Data BPJS Bakal Jadi Kunci Pemeriksaan Kesehatan Calon Haji 2026

- Rabu, 14 Januari 2026 | 06:18 WIB
Data BPJS Bakal Jadi Kunci Pemeriksaan Kesehatan Calon Haji 2026

Pemerintah bakal memperketat syarat kesehatan untuk calon jemaah haji tahun 2026. Nantinya, pengecekan akan dilakukan berlapis-lapis. Mulai dari medical check-up lengkap di rumah sakit, hingga pemeriksaan ulang yang ketat di embarkasi, tepat sebelum berangkat ke Tanah Suci.

Menariknya, data kesehatan para calon jemaah ini sebenarnya sudah bisa dilacak lebih dulu. Caranya? Lewat integrasi data dengan aplikasi BPJS Kesehatan. Jadi, riwayat penyakit atau konsultasi medis mereka dalam beberapa bulan terakhir bisa terpantau.
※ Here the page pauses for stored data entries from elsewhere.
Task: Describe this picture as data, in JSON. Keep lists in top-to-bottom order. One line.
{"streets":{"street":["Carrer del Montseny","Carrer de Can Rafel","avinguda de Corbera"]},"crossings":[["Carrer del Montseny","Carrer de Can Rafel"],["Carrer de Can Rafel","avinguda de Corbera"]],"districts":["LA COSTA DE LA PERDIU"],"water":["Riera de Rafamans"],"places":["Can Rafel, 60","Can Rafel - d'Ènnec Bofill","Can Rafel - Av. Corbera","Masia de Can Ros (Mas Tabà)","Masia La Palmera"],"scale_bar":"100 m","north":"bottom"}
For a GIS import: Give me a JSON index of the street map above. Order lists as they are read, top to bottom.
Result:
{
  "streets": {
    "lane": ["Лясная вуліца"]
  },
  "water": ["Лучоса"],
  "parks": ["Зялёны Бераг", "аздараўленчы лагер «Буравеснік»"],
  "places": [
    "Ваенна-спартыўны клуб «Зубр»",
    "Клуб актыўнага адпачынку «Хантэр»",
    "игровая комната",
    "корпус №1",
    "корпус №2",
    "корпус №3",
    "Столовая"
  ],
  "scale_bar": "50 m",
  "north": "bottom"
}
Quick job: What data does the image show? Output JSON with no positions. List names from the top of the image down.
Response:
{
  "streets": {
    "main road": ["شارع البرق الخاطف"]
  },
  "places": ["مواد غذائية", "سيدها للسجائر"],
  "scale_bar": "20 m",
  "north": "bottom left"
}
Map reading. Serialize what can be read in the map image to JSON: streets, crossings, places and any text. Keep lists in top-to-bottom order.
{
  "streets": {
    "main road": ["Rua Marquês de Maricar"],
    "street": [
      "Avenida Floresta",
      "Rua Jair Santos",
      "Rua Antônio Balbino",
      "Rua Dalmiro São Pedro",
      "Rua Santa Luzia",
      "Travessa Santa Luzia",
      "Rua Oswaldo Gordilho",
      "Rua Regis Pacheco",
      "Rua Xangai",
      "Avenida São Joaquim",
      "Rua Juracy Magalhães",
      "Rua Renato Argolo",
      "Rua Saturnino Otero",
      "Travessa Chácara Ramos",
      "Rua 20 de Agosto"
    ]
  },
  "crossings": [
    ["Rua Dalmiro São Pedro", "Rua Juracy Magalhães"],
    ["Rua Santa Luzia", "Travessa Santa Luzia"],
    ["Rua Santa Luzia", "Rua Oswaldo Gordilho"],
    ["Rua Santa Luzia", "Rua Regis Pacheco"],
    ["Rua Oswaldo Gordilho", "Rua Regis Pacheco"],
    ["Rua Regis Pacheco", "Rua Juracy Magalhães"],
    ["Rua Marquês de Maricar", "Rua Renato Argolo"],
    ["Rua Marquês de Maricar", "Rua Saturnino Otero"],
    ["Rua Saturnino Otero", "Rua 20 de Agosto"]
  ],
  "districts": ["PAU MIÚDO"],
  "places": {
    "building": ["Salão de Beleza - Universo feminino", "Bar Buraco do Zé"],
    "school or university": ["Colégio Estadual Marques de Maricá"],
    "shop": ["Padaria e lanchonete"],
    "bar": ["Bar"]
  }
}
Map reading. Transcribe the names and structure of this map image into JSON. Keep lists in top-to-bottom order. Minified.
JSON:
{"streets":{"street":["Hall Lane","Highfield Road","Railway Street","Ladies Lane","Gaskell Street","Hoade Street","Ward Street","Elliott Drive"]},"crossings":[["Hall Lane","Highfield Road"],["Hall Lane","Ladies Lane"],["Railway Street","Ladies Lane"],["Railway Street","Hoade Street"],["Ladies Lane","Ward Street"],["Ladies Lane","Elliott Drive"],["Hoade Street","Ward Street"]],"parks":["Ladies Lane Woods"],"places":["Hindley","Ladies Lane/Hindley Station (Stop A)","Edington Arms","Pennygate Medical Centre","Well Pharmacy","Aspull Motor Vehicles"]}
Kepala Pusat Kesehatan Haji, Liliek Marhaendro Susilo, menjelaskan strategi ini.

“Jadi upaya kita sebenarnya adalah mendapatkan data kesehatan jemaah sebelum kita periksa. Dan yang bisa memberikan data itu adalah jemaah yang sudah menjadi peserta BPJS,” ujarnya di Asrama Haji Pondok Gede, Jakarta Timur, Selasa lalu.

Menurut Liliek, data itu sudah terintegrasi. “Jadi kalau peserta jemaah itu adalah peserta BPJS, manakala dia datang ke faskes, data tersebut akan terlihat,” katanya.

“Kalau dalam tiga bulan terakhir pernah mengakses rumah sakit, akan disebutkan diagnosisnya apa. Nah, pemeriksaan kesehatan yang kita lakukan adalah mengonfirmasi apakah penyakitnya stabil atau tidak,” sambungnya.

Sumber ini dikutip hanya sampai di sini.